Reasons for failure of prevention of mother-to-child HIV transmission in a rural South African district hospital.

Further reduction of mother-to-child transmission (MTCT) of HIV requires improved understanding of the reasons for MTCT. We reviewed maternal and infant case notes for HIV-positive infants diagnosed by polymerase chain reaction at Bethesda Hospital. Nineteen cases were analysed. Median gestation at first antenatal consultation (ANC) was 22.5 (interquartile range [IQR] 19.25-24). Eleven (57.9%) mothers were HIV positive at first ANC, whilst eight tested negative and later positive (2 antepartum, 6 postpartum). Median maternal CD4 was 408 cells/μL (IQR 318-531). Six (31.6%) received no antenatal antiretroviral therapy (ART) because they were diagnosed as HIV positive postpartum; 9 (47.3%) received antenatal ART and 3 (15.8%) were never initiated on ART. At 6 weeks postpartum, 5 infants (26.3%) were not on prophylactic nevirapine (NVP) because their mothers had not yet been diagnosed. Maternal seroconversion in pregnancy and breastfeeding, and possibly false-negative HIV tests, were important reasons for prevention of mother-to-child transmission (PMTCT) failure.

Introduction

In 2010, the South African Department of Health (DoH) prevention of mother-to-child transmission (PMTCT) guidelines recommended World Health Organization Option A (prophylactic zidovudine [AZT] for women with a CD4+ count > 350 cells/μL and combination antiretroviral therapy [cART] for all pregnant women with CD4 < 350 cells/μL, with subsequent infant nevirapine [NVP] for a minimum of 6 weeks).[1] Option B (cART for all pregnant and breastfeeding women irrespective of CD4 count and postnatal infant NVP prophylaxis) was introduced in April 2013.[2] Using these guidelines, mother-to-child transmission (MTCT) in KwaZulu-Natal, South Africa, dropped from 20.8% at 6 weeks postpartum in 2005 to 2.1% in 2011,[3,4] with a national target of less than 2% by 2016.[5] Further reduction will require a better understanding of the reasons for PMTCT failure in local facilities. Seroconversion in pregnancy or breastfeeding, HIV diagnosis in pregnancy compared with diagnosis prior to conception, and health system-related factors have all been found to play a role in PMTCT failure.[6,7,8]

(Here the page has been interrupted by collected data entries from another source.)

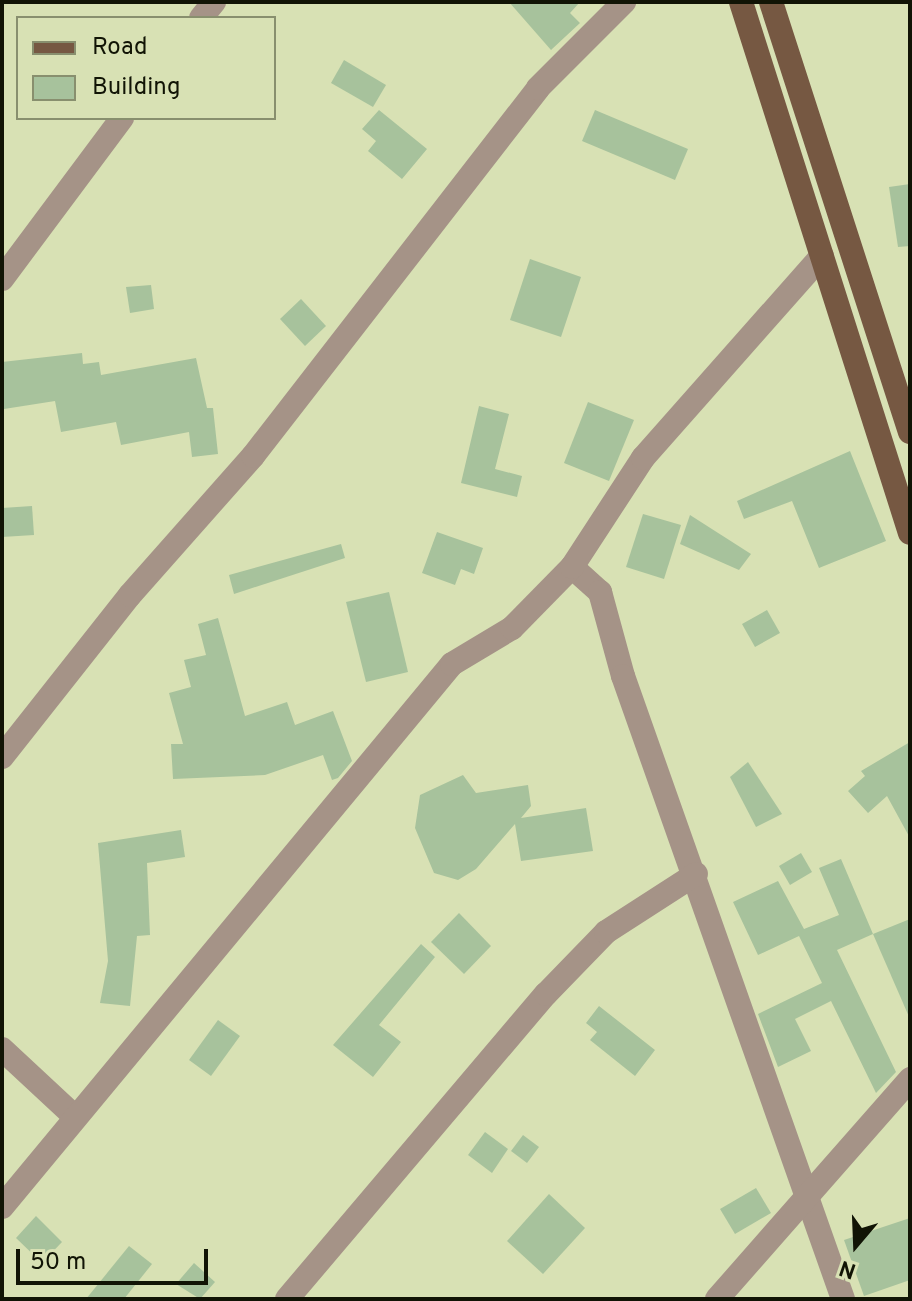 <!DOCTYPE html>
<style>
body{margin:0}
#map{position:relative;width:912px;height:1301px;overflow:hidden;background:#d8e1b4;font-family:Overpass,sans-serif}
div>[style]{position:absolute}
.building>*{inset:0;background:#a7c29c}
.minor>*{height:24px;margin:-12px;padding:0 12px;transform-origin:12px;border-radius:12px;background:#a59387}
.major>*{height:24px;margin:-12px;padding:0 12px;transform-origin:12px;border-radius:12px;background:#765842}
span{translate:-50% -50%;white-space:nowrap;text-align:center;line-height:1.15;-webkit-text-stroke:8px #d8e1b4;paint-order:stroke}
.frame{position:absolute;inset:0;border:4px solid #111405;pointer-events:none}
.legend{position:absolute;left:16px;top:16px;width:260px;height:104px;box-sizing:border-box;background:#d8e1b4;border:2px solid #888f6e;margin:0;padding:10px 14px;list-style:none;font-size:24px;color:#111405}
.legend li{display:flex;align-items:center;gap:16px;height:40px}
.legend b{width:40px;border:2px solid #888f6e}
.north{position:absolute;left:816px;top:1205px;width:80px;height:80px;-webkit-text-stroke:6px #d8e1b4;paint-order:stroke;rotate:199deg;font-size:22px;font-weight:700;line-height:32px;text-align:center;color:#111405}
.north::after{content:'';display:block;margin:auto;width:28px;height:36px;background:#111405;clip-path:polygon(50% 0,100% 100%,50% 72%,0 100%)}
.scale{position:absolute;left:16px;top:1249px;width:192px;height:36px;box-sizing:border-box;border:4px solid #111405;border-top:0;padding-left:10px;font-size:24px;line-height:28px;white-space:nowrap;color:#111405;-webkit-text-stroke:6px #d8e1b4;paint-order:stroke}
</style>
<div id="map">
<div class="building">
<div style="clip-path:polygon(509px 2px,580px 2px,570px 13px,580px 23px,551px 50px)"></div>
<div style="clip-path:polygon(344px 60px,386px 85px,373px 107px,331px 83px)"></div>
<div style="clip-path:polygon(379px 110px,427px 149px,402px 179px,368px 151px,376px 141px,362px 129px)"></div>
<div style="clip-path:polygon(595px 110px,688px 149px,675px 180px,582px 141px)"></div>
<div style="clip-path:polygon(910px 184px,910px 246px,898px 247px,889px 187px)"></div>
<div style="clip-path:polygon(530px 259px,581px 277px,561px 337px,510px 320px)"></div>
<div style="clip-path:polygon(151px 285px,154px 309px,130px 313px,126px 287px)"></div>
<div style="clip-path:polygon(301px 299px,326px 326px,305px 346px,280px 319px)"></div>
<div style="clip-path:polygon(82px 353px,83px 364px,99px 362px,101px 375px,196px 358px,207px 408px,213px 408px,218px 454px,192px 457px,189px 432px,121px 445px,116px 422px,61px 432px,55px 401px,4px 409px,2px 362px)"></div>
<div style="clip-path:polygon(588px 402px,634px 420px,609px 481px,564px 463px)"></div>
<div style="clip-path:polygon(479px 406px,509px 414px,495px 469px,522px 476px,517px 497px,461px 483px)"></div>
<div style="clip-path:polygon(850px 451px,886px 541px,819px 568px,792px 501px,744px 519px,737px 501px)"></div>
<div style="clip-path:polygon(32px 506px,34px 535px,2px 537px,2px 508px)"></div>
<div style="clip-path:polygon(643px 514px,681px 525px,664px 579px,626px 567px)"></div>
<div style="clip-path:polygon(690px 515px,751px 554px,739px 570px,680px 544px)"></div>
<div style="clip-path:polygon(437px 532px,483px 548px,474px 574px,461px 569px,455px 585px,422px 573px)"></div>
<div style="clip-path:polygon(341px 544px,345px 558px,234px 594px,229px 575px)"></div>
<div style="clip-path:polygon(389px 592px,408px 672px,366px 682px,346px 602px)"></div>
<div style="clip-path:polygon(767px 610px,780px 633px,755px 647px,742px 624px)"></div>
<div style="clip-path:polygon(218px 618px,245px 716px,287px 702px,295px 725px,333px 711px,352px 761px,338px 778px,332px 780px,323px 755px,265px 775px,173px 779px,171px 744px,183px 744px,169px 693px,191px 687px,184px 660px,206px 655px,198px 624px)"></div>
<div style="clip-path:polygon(910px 742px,910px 838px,887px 796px,868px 813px,848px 791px,865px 776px,861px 771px)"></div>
<div style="clip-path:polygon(748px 762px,782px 814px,756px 827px,730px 777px)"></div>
<div style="clip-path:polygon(463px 775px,476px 793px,528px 785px,531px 806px,521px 818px,586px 808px,593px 851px,521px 861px,515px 824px,476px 869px,458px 880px,434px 873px,415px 828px,420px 795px)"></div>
<div style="clip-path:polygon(181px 830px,185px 857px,147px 863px,150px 935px,137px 936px,130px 1006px,100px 1003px,108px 961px,98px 843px)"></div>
<div style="clip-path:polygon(801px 853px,812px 872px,790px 885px,779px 866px)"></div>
<div style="clip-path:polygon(841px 859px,873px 934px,837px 950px,896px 1072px,876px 1093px,831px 1001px,795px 1019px,811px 1051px,778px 1067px,758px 1014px,822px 983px,799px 936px,758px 955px,733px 902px,778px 881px,804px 929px,839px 915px,819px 868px)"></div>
<div style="clip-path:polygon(459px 913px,491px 946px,464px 974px,431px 942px)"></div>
<div style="clip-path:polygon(910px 919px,910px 1019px,873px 934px)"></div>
<div style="clip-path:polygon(421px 944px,435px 957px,379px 1025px,401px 1042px,373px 1077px,333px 1045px)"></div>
<div style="clip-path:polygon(599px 1006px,655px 1050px,635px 1076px,590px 1040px,597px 1032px,586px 1023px)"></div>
<div style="clip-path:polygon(218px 1020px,240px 1036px,211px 1076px,189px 1060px)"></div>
<div style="clip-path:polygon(485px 1132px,508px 1149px,492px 1173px,468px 1155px)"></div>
<div style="clip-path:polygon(523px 1135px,539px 1147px,527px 1163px,511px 1151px)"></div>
<div style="clip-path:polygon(756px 1188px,771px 1213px,735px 1234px,720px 1209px)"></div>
<div style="clip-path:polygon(549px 1194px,585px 1228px,543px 1274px,507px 1241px)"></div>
<div style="clip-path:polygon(36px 1216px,62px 1242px,42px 1263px,16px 1238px)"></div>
<div style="clip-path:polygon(910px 1218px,910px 1280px,864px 1296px,844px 1240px)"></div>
<div style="clip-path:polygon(129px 1246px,152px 1264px,124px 1299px,86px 1299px)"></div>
<div style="clip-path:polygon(194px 1263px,215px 1282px,200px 1299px,176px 1284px)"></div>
</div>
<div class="minor">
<div style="left:201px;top:18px;width:21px;rotate:-51deg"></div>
<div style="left:2px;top:279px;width:201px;rotate:-53.3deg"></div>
<div style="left:572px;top:567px;width:38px;rotate:42deg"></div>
<div style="left:600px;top:592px;width:87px;rotate:74.7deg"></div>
<div style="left:623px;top:676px;width:661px;rotate:70.55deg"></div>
<div style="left:2px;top:757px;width:206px;rotate:-51.7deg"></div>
<div style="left:130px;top:595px;width:186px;rotate:-48.5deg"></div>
<div style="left:253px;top:456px;width:465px;rotate:-52.2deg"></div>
<div style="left:538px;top:88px;width:122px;rotate:-45deg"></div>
<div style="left:2px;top:1049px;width:98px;rotate:42.9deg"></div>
<div style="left:2px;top:1207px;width:705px;rotate:-50.35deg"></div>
<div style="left:452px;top:664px;width:70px;rotate:-31deg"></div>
<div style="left:512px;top:628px;width:86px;rotate:-45.5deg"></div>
<div style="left:572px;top:567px;width:130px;rotate:-56.9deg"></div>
<div style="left:643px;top:458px;width:270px;rotate:-48.5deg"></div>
<div style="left:287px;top:1299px;width:400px;rotate:-49.7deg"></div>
<div style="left:546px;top:994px;width:86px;rotate:-45.9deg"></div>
<div style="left:606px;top:932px;width:107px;rotate:-32.8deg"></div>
<div style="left:717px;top:1299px;width:293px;rotate:-48.7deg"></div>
</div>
<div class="major">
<div style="left:741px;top:2px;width:557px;rotate:72.35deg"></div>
<div style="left:771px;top:2px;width:452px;rotate:72.1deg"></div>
</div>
<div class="frame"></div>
<ul class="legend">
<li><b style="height:10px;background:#765842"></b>Road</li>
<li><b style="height:22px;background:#a7c29c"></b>Building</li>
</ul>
<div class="north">N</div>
<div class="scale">50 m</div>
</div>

Bethesda is a rural district hospital serving approximately 115 000 people in Umkhanyakude District, KwaZulu-Natal Province, with an HIV prevalence of 41.1% amongst pregnant women in 2011.[9] HIV polymerase chain reaction (PCR) positivity at 6 weeks postpartum in 2013 was 2.3% for Bethesda Hospital (personal comm., Facility Information Officer, n.d.) and its eight peripheral primary healthcare clinics. Our aim was to identify reasons for these PMTCT failures.

Methods

We retrospectively reviewed maternal and infant case notes for HIV-positive infants identified by HIV PCR between February and September 2013 at Bethesda Hospital and its clinics.

Ethics approval

Ethics approval for the study was granted by the University of KwaZulu-Natal Biomedical Research Ethics Committee and the KwaZulu-Natal Health Research Committee.

Results

A total of 25 cases of MTCT were identified in the study period. Data were available for analysis in 19 cases (Table 1). Notes were often incomplete, meaning data were not available for all 19 cases for some variables. Median maternal age was 22 years (interquartile range [IQR] 20.5–28). Median gestation at first antenatal consultation (ANC) was 22.5 weeks (IQR 19.25–24) and 9 (47.3%) women were known to have had their first ANC after 20 weeks’ gestation. Five (26.3%) women were known to be HIV positive preconception. A further 6 (31.6%) tested HIV positive at first ANC. Eight (42.1%) tested HIV negative at first ANC, but two of these subsequently tested positive antenatally (1 and 3 weeks before delivery respectively). The remaining 6 (31.6%) women tested HIV positive postpartum. Median maternal CD4 at baseline was 408 cells/μL (IQR 318–531). Of the 13 who were known to be HIV positive before delivery, 1/13 (7.7%) had unknown antenatal antiretroviral therapy (ART) status, 3/13 (23.1%) were never initiated on ART before delivery, 3/13 (23.1%) were already on cART pre-conception, and 6/13 (46.2%) were initiated on ART antenatally (cART = 4, AZT monotherapy = 2) at a median of 28 weeks’ gestation (IQR 26–30) and 0 days (IQR 0–16) after being diagnosed as requiring PMTCT. One of these patients had a documented history of poor adherence/defaulting. The six patients diagnosed postpartum did not have information on maternal ART initiation available. Of the three patients on cART pre-conception, 2 had viral loads taken antenatally and both were greater than 400 copies/mL. Five women had caesarean sections.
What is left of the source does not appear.